● **Items from a data source**:
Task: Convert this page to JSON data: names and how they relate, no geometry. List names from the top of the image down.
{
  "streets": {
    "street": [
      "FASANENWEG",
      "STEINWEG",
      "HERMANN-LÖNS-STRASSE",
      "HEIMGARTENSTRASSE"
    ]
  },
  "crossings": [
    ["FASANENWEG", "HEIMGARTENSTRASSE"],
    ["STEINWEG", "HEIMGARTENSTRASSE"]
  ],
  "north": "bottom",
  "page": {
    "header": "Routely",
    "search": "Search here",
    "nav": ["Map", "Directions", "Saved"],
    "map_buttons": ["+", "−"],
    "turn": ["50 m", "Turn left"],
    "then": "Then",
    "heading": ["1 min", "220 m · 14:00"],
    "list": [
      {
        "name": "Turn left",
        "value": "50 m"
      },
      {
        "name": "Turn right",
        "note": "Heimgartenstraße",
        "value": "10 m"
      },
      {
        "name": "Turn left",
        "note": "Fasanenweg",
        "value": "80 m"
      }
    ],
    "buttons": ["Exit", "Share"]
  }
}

● **What you should do**: Give the number of lines in the records that hold the word "note", with no other words.

● **Output for this task**: 2